環境省の「地域新電力事例集Ver.1.0」によれば、例えば佐賀県唐津市では、自治体や地域金融機関、電力・ガス事業者などが出資し、2019年に地産地消のエネルギー循環の仕組み構築を目指して、(株)唐津パワーホールディングスが設立されました。当該地域では、エネルギーコストのうち179憶円が域外に流出していたことから、地域資源を活用した再生可能エネルギー等の電力を公共施設や民間企業、一般家庭に供給し、エネルギー地域循環型共生圏を形成することで、地域経済活性化に繋げようとしています。

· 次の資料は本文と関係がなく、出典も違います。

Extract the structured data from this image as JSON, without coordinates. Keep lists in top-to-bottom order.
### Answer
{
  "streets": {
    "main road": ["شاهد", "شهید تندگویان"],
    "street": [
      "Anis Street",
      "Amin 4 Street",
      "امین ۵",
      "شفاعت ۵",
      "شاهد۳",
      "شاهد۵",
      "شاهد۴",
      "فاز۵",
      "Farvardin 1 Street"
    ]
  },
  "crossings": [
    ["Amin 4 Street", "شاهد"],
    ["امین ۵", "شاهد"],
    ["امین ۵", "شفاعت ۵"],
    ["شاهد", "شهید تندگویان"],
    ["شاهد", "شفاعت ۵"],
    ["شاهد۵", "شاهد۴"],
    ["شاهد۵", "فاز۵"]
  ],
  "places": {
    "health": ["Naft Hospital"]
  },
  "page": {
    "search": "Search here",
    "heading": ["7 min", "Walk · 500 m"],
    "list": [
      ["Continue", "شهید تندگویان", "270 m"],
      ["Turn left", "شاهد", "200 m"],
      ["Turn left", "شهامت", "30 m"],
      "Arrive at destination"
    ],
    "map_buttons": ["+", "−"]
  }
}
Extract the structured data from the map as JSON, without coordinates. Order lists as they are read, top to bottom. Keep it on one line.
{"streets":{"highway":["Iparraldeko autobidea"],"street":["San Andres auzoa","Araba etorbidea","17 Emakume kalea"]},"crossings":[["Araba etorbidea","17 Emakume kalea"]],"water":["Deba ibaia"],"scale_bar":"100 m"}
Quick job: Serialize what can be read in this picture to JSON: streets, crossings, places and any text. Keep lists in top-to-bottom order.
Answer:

このように、地域新電力事業を官民協同で設立し、電力の地産地消を推進することで地域活性化を目指す事例が、全国に広がっています。
脱炭素社会に向けての戦略的取り組み
2020年10月の首相所信表明で、「2050年までに(森林などによる吸収量を差し引いて)CO2排出を実質ゼロにする」ことが打ち出されました。これを受けて、多くの自治体が「2050年ゼロカーボンシティ」を表明しています。さらに、経済産業省と環境省は、企業や家庭にCO2排出量に応じて費用の負担を求める「カーボンプライシング(CP)」導入の検討を始めました。先進諸外国では既に導入されていますが、仮にこの制度が国内で導入されると、企業や地域(住民)は、自社・地域の一定枠以上のCO2排出量に応じて課税されるため、企業等はCO2排出量を抑制する様々な対策をとる必要があります。例えば、化石燃料使用の抑制、CO2を排出しない車両への転換、CO2を排出しない発電方法による電力の使用、枠を超えて削減できない排出量をCO2排出量取引で買い取ってもらうなどの対応策が考えられます。

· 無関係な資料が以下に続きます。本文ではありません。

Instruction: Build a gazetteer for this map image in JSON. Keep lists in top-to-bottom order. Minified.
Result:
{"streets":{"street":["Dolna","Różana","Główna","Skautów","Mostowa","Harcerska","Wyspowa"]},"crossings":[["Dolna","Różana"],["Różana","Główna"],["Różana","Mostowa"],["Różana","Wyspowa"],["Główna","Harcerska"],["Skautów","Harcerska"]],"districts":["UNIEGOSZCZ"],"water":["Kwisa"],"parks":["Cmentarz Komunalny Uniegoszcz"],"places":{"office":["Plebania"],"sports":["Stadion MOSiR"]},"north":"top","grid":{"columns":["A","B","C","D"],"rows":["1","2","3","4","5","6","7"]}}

このような動きを捉えて、地域金融機関を中心にESG地域金融に注目が集まっています。ESGとは環境(Environment)、社会(Social)、ガバナンス(Governance)のことで、ESG金融とは、企業分析・評価を行ううえで長期的な視点を重視し、ESG情報を考慮した投融資行動をとることを金融機関に求める取り組みのことです。つまり、地域企業への投資基準として、今後の成長分野であるESG/SDGsを重視した経営であるかどうかを見極めるということです。脱炭素社会の実現は温暖化対策として必要なことですが、企業や地域社会、特にCO2排出量が比較的大きい大都市圏にとっては、大きな社会変動要素となるはずです。

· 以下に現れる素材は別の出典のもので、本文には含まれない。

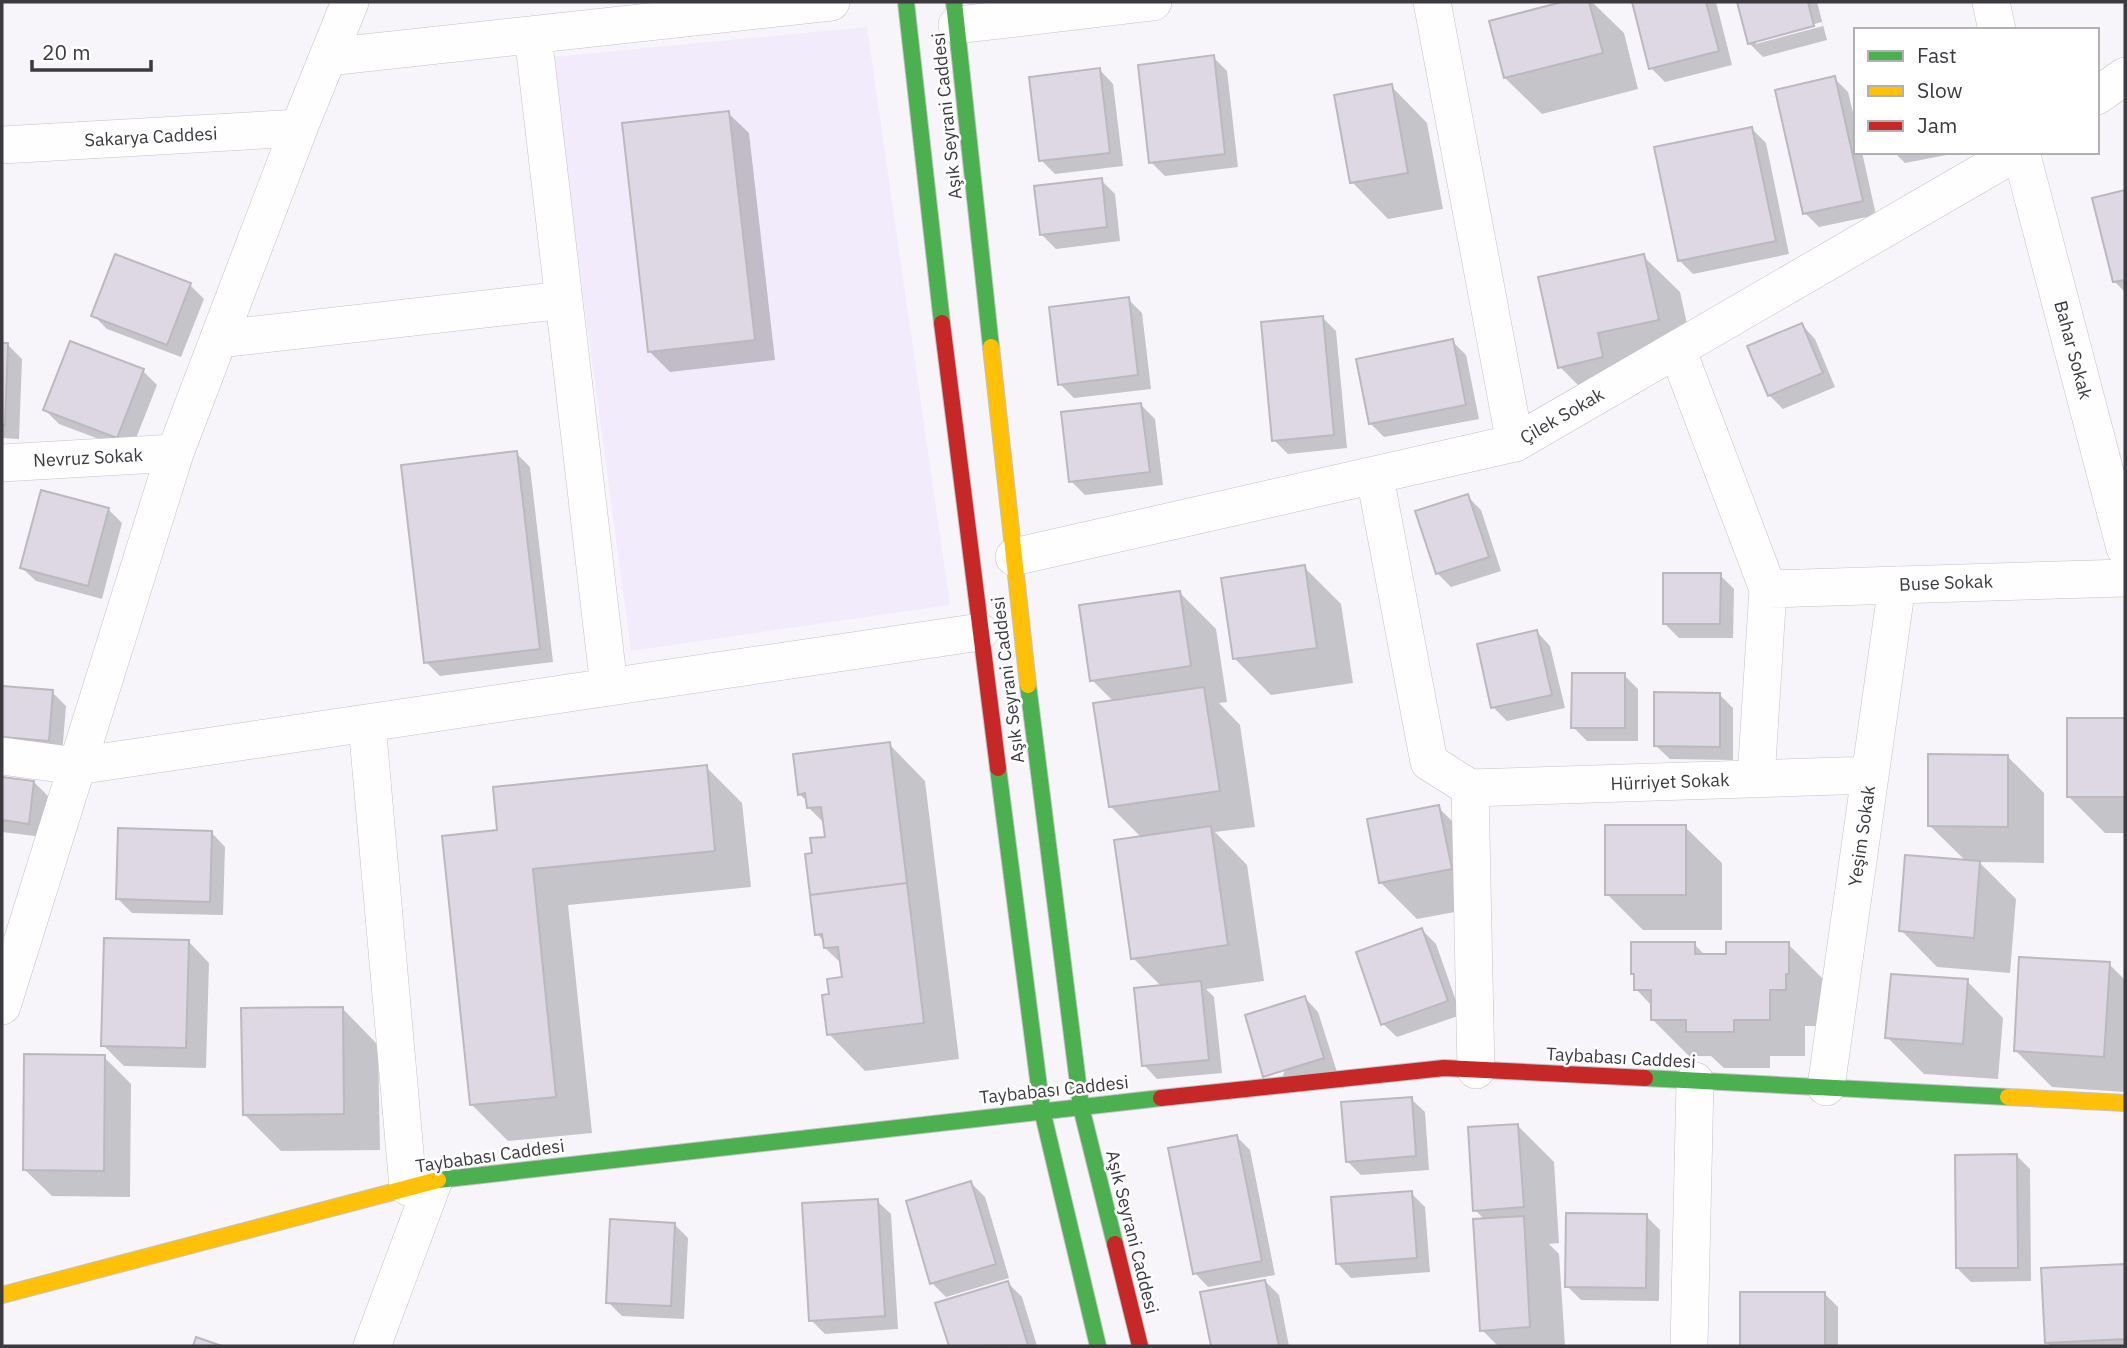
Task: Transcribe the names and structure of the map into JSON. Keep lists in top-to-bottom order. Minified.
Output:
{"streets":{"main road":["Aşık Seyrani Caddesi","Taybabası Caddesi"],"street":["Sakarya Caddesi","Bahar Sokak","Çilek Sokak","Nevruz Sokak","Buse Sokak","Hürriyet Sokak","Yeşim Sokak"]},"crossings":[["Aşık Seyrani Caddesi","Çilek Sokak"],["Aşık Seyrani Caddesi","Taybabası Caddesi"],["Buse Sokak","Yeşim Sokak"],["Hürriyet Sokak","Yeşim Sokak"],["Yeşim Sokak","Taybabası Caddesi"]],"legend":["Fast","Slow","Jam"],"scale_bar":"20 m"}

太陽光、風力、地熱、バイオマス等を利用した再生可能エネルギー発電には、比較的広い土地が必要となり、また人口密集地においては騒音や光害、景観上の規制等があるため、多くの発電所が地方都市に設置されているのが現状です。現在では、固定価格買取制度(FIT制度)によって優遇策がとられていますが、消費者の「再生可能エネルギー発電促進賦課金」負担も増大していることを勘案すると、今後は地域電力に限定した地産地消型発電所と、広域に電力を供給する大規模発電所に分化することが考えられます。一方、脱炭素社会に向けたESG金融の拡大、炭素税の制度化は、国内外企業等が地域の自然環境に配慮した取り組みに注目する好機となると考えられます。このことから、脱炭素社会は、都市と地方の相互補完ビジネスの契機となることが予測され、地域活性化を牽引する大きな可能性を秘めています。